While Las Vegas officials are meeting directly with residents in a series of town hall meetings, the city already has two other surveys indicating that, given the current budget crunch, residents value fire and safety services and programs for youth and seniors the most.

The city gathered data through a telephone survey and focus panels.

Three sociology professors from the University of Nevada, Las Vegas led the focus panels, which consisted of five groups meeting in October and November. In all, 31 people recruited from seven randomly selected neighborhoods participated.

The results, presented to council members last week, showed that residents are interested in increasing youth programs, maintaining fire and emergency medical services, and continuing to create and maintain parks and community centers.
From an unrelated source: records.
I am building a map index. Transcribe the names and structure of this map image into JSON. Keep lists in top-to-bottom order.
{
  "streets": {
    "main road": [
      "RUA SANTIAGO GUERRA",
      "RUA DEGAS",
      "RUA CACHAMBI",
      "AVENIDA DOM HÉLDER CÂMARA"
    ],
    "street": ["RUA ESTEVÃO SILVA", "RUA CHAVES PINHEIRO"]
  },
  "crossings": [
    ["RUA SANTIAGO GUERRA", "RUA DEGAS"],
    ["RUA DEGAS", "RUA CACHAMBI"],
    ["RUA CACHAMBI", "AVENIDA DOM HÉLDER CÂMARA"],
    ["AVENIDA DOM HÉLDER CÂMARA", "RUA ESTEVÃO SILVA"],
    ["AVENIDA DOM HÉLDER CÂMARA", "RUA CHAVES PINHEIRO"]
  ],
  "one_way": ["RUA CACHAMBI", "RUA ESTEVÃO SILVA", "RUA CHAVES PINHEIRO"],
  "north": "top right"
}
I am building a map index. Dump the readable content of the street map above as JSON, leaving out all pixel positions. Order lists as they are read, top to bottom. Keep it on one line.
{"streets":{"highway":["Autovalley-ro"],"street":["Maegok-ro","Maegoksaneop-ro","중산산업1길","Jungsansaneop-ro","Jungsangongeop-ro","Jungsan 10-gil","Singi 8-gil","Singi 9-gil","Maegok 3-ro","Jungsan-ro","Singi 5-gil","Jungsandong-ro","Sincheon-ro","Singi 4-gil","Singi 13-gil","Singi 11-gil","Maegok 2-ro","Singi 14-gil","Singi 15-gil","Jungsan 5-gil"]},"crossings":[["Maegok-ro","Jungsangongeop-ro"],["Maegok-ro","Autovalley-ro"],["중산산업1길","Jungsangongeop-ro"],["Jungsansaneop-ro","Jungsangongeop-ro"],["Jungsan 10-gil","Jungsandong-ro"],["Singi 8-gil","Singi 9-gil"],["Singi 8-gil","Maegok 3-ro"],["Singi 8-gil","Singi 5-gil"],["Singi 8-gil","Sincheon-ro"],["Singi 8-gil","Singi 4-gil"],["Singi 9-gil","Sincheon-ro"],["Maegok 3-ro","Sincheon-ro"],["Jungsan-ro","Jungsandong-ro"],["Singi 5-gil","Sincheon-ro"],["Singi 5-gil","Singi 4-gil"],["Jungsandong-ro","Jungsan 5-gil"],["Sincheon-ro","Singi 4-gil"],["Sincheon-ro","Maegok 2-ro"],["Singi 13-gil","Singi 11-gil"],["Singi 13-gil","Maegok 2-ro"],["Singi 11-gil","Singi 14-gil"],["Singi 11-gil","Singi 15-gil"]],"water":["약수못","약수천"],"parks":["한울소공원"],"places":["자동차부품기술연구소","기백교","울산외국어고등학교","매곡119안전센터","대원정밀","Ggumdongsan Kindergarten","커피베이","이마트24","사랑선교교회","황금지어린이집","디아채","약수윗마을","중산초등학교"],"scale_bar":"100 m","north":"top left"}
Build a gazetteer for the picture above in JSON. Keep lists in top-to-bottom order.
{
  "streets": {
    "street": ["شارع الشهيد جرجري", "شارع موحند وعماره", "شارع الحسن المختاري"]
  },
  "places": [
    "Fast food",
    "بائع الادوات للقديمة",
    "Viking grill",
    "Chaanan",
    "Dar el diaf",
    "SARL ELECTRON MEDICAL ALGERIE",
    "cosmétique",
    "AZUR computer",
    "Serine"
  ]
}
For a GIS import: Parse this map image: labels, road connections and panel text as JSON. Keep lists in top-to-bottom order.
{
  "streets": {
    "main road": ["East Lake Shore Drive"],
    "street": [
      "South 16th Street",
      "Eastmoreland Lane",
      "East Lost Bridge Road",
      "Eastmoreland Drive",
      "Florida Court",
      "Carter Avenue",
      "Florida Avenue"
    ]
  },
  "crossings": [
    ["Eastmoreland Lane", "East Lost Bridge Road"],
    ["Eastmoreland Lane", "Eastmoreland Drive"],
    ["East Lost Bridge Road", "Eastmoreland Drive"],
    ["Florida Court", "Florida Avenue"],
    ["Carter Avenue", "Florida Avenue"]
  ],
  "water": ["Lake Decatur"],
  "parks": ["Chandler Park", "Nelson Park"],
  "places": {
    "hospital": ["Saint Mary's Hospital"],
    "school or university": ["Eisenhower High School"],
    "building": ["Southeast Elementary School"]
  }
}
The panelists said they were satisfied with both fire and emergency medical responses as well as animal control services, and said those should not be cut.

The telephone survey was run by UNLV’s Cannon Survey Center, which collected responses from 972 city residents from August to October.

It found that at least 85 percent of respondents said the following should not be reduced: safety services; youth and senior programs; fire prevention; traffic enforcement; and response times to wrecks, medical emergencies, and violent and nonviolent crime.

The city should place more emphasis on economic development and job creation, foreclosure prevention, senior and low-income family services and after-school programs, respondents said.

Twenty percent of respondents said all city services should be reduced. Cultural programs and parks and recreation came in lowest on the phone survey’s list of priorities, although the question asked whether money should be added to those programs.

That’s not necessarily a contradiction, said Robert Futrell, a sociology professor who led the focus panel part of the survey. The different methods — phone survey, focus group and town hall — work together.

"What they’re doing is in my view the best they can do with research, which is they’re triangulating," Futrell said. "They all provide different kinds of information."

For instance, in the focus groups, parks issues tended to be linked with youth. If youth are important, then parks are too, the panels concluded.

The city is spending $35,000 on Your City, Your Way, a spokesman said — $25,000 for the surveys and $10,000 for the focus groups.